◆ **Work instructions**
Keep only the lines that hold the string "right", filtering out the rest of the entries below.
- - - - -
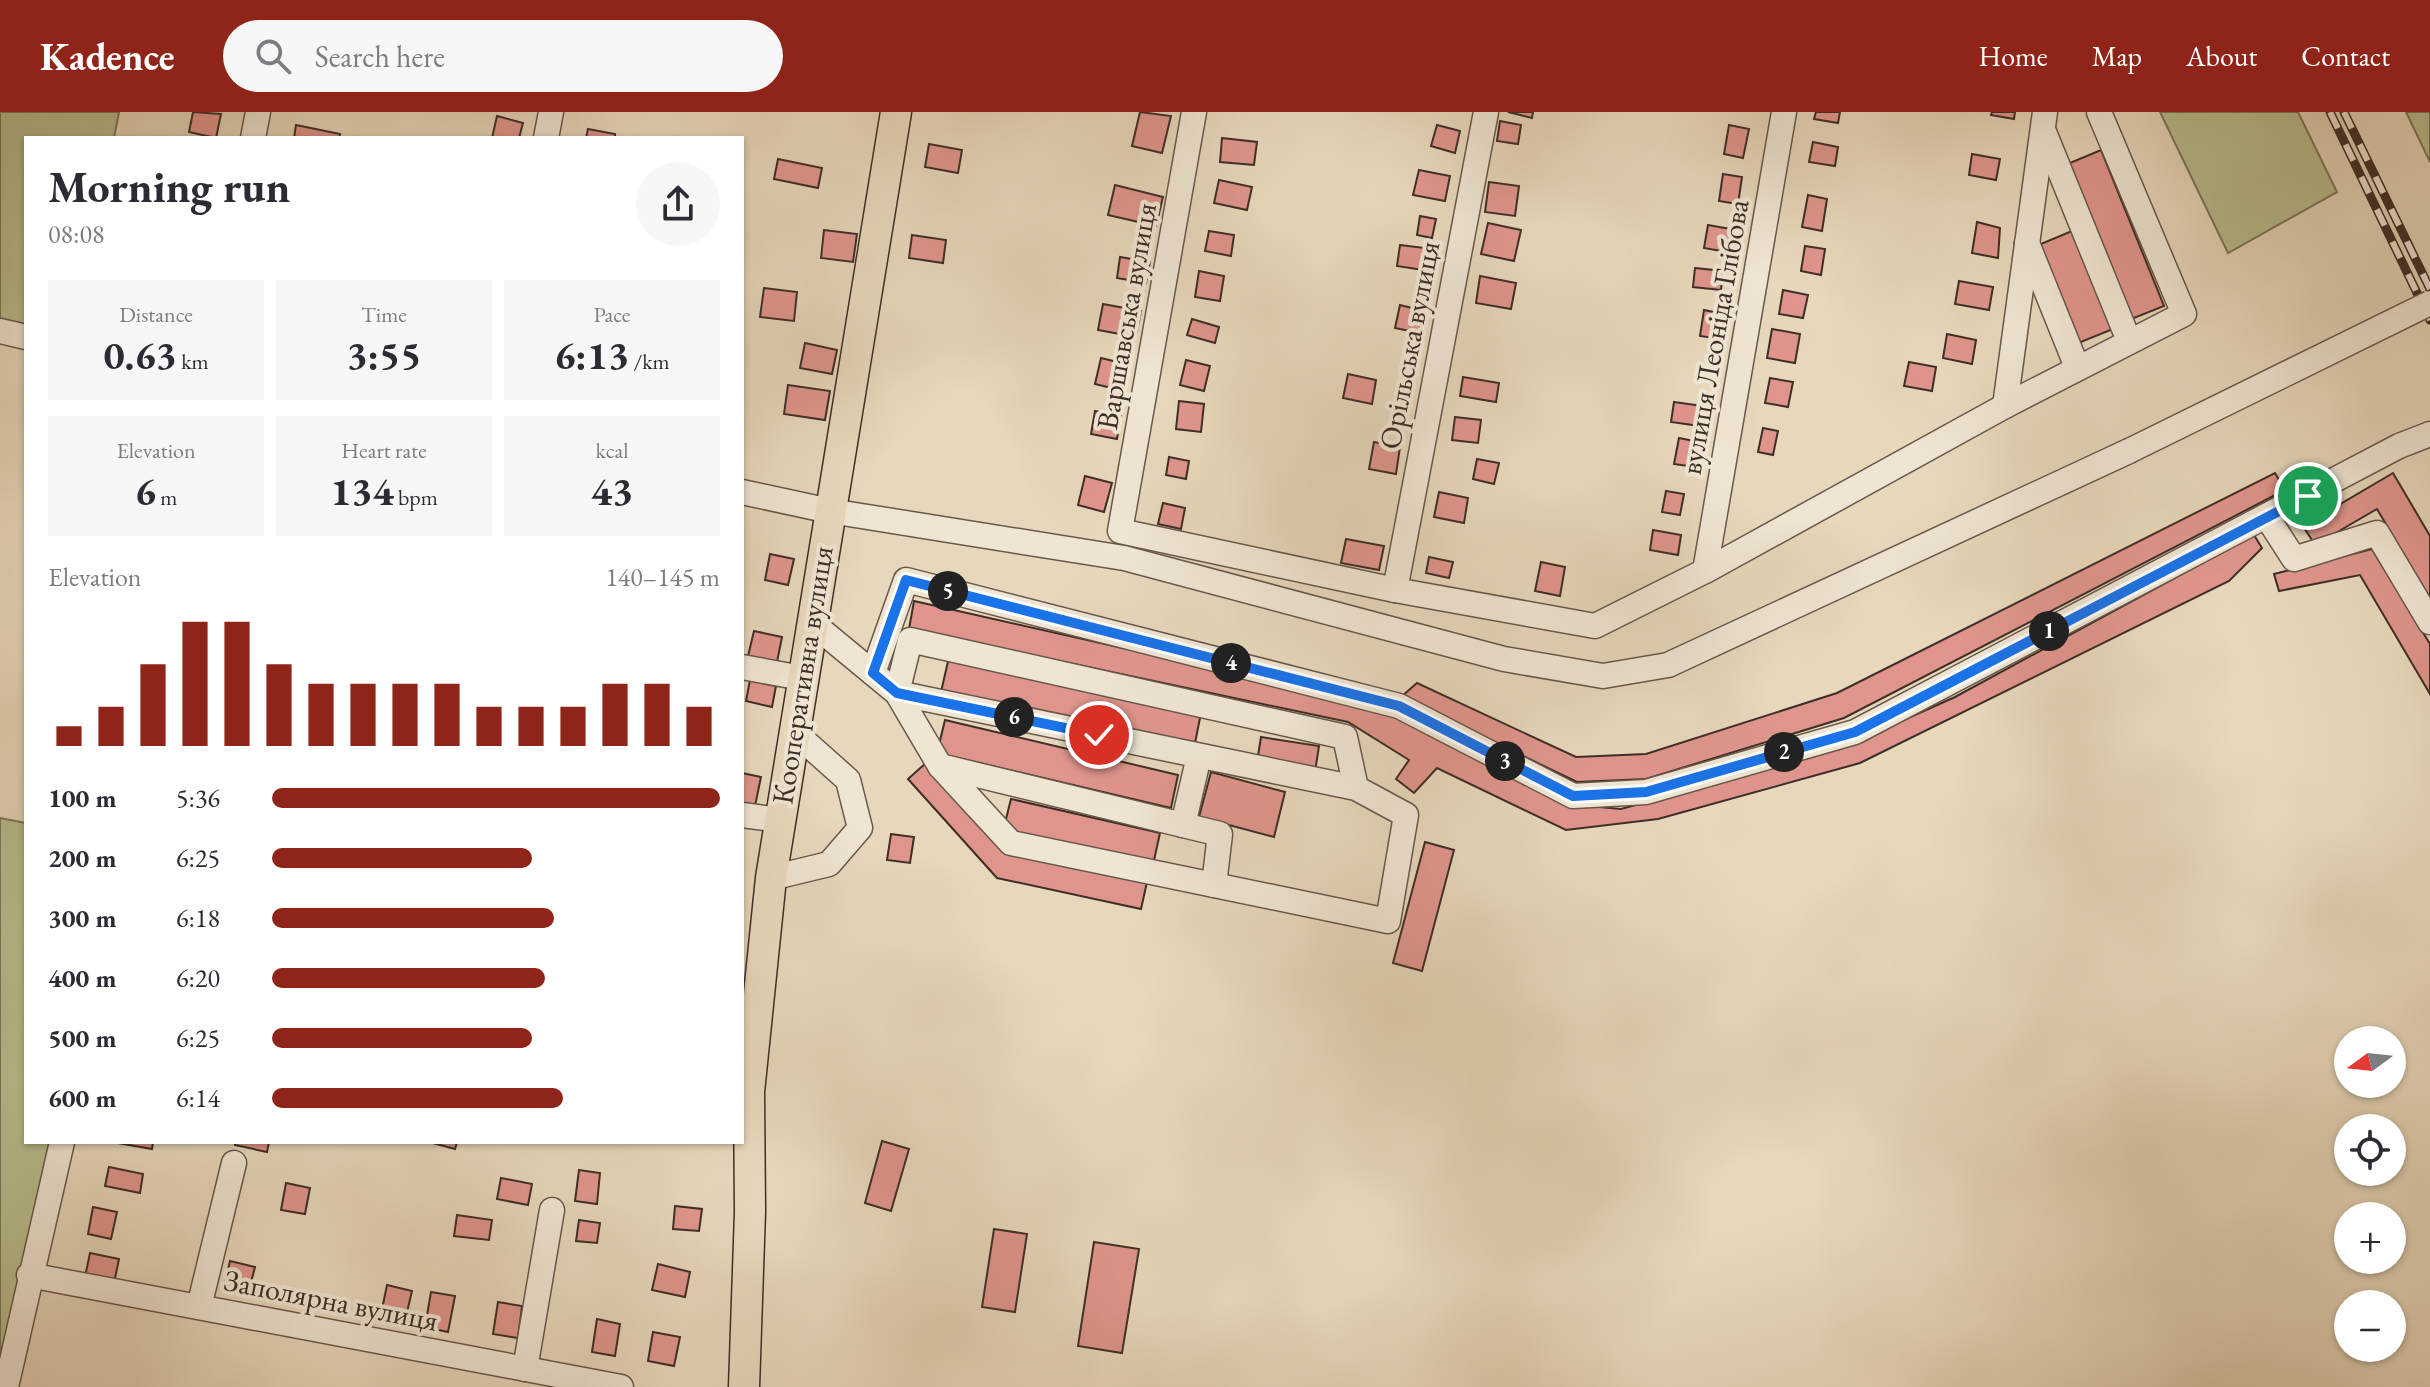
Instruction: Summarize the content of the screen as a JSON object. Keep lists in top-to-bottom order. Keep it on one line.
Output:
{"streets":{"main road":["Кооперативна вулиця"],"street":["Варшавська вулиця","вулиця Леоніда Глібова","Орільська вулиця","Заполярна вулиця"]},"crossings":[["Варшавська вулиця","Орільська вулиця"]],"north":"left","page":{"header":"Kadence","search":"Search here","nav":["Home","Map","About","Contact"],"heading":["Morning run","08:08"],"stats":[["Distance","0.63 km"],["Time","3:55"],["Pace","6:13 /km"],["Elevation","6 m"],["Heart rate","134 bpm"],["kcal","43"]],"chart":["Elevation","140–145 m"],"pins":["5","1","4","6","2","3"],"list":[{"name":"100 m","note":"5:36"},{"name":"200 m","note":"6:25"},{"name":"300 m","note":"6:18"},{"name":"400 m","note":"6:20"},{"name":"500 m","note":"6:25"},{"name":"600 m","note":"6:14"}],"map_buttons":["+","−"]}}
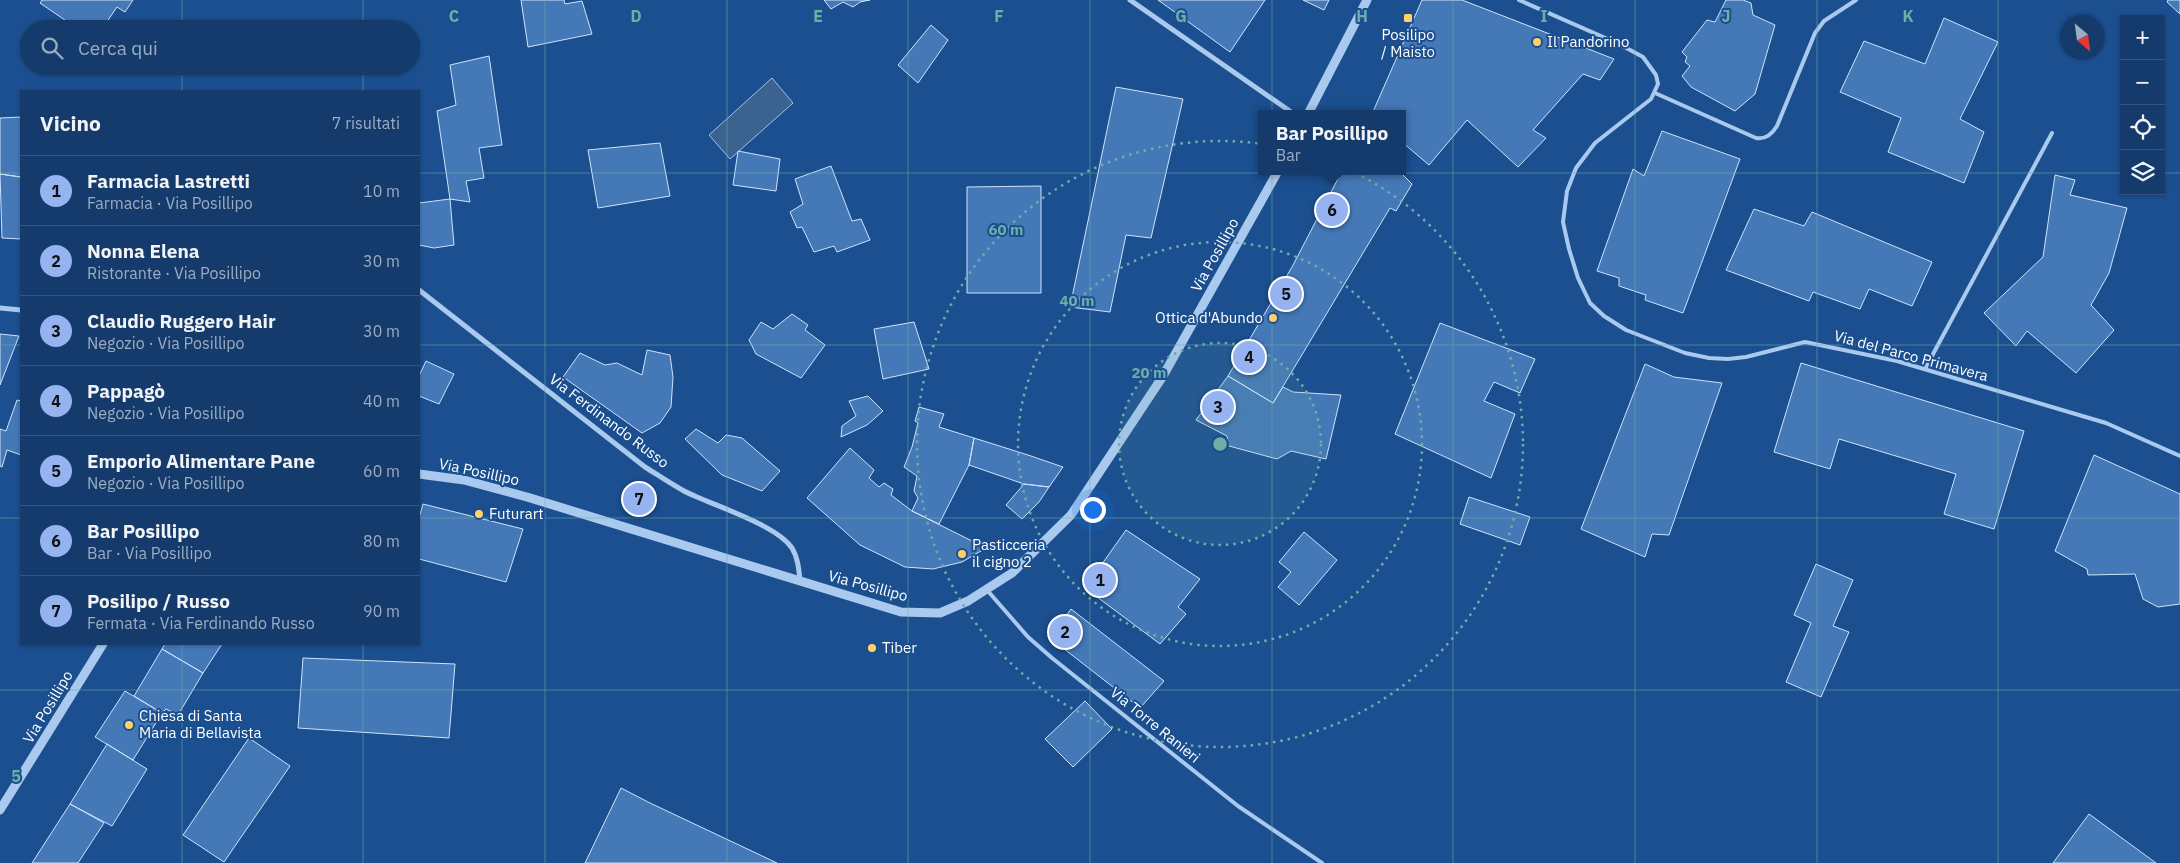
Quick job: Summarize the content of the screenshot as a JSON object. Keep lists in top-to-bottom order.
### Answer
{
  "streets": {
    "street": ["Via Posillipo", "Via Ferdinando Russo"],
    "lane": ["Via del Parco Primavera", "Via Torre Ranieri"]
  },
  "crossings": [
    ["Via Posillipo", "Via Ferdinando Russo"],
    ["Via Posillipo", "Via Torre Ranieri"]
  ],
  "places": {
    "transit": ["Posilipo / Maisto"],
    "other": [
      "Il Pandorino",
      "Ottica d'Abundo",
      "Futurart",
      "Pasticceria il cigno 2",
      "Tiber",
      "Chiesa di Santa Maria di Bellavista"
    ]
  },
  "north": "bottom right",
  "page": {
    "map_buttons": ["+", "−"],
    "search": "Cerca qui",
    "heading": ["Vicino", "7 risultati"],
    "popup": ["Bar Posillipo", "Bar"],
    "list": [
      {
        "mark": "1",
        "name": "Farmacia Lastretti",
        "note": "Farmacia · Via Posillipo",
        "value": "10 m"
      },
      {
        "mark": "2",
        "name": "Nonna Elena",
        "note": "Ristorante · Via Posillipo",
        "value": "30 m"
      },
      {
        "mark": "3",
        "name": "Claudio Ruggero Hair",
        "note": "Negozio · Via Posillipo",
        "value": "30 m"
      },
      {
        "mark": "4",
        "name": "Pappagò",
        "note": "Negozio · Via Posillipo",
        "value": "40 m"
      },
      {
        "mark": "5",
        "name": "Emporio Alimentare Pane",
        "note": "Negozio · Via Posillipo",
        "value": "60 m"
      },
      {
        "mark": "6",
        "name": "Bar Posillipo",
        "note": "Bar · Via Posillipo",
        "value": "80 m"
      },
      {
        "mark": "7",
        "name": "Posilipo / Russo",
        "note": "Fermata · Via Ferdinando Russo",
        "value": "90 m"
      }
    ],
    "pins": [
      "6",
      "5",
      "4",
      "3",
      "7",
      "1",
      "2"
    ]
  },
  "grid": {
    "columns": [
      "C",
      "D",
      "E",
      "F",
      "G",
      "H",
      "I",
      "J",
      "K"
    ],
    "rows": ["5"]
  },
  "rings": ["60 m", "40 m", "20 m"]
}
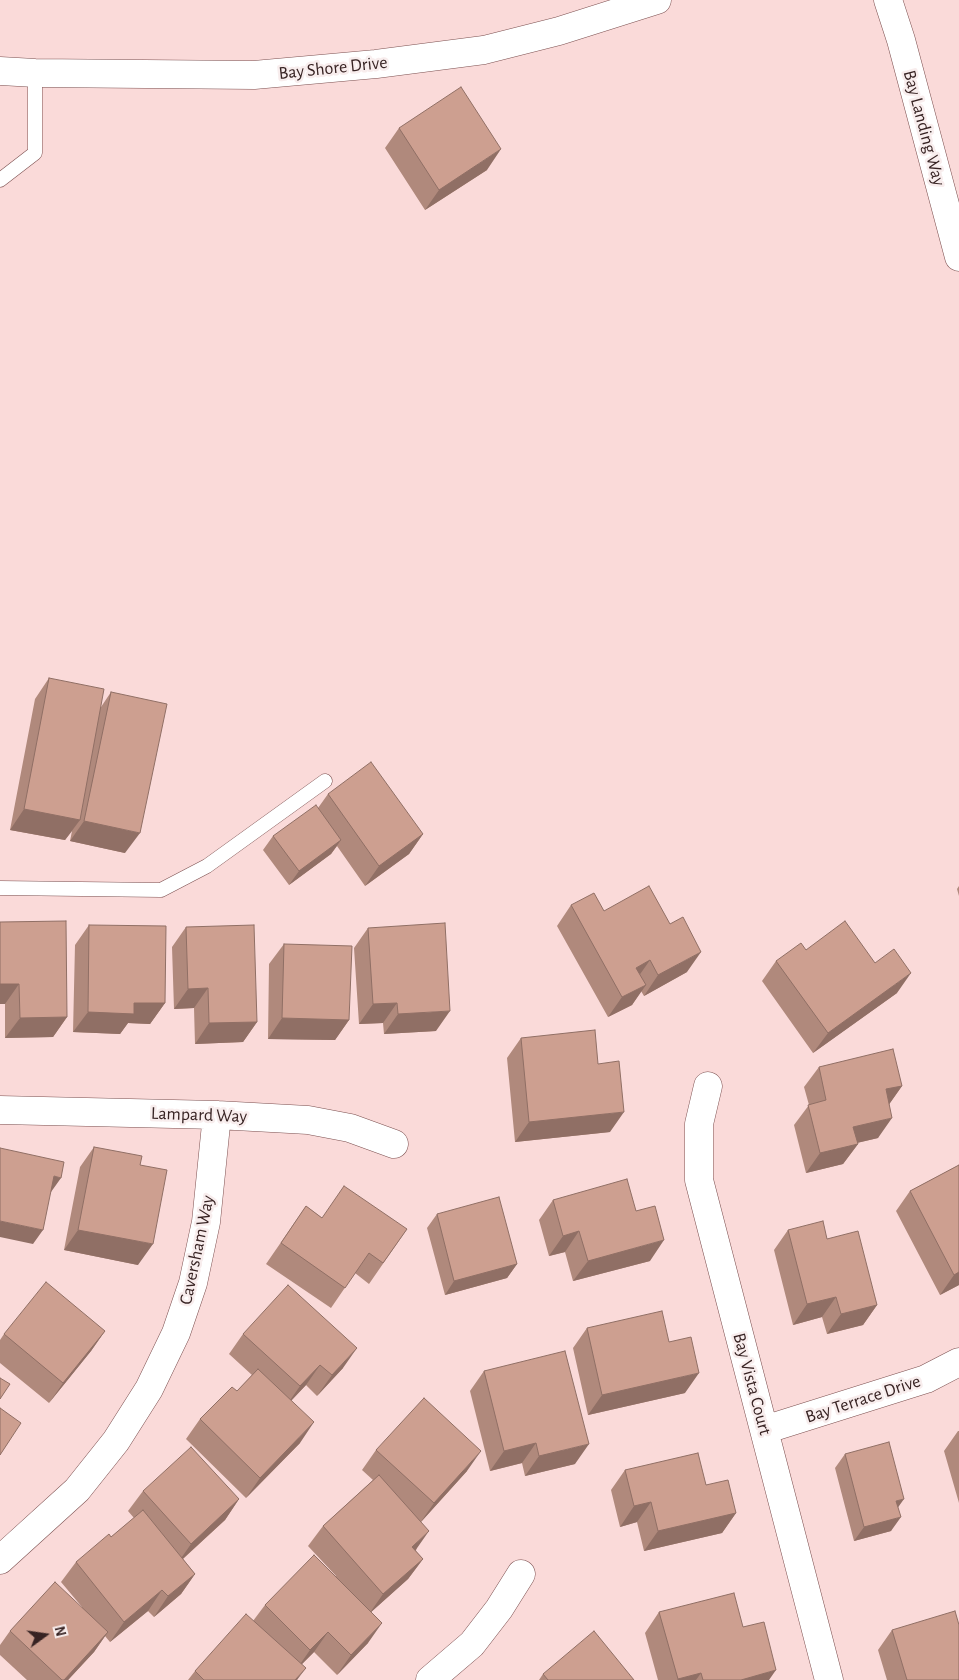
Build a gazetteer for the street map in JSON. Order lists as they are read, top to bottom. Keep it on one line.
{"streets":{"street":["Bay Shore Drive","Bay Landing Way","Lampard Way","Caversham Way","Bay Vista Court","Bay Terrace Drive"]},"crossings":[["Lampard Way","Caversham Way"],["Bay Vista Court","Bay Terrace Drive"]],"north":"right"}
- - - - -
◆ **Answer section**
  "north": "bottom right",
{"streets":{"street":["Bay Shore Drive","Bay Landing Way","Lampard Way","Caversham Way","Bay Vista Court","Bay Terrace Drive"]},"crossings":[["Lampard Way","Caversham Way"],["Bay Vista Court","Bay Terrace Drive"]],"north":"right"}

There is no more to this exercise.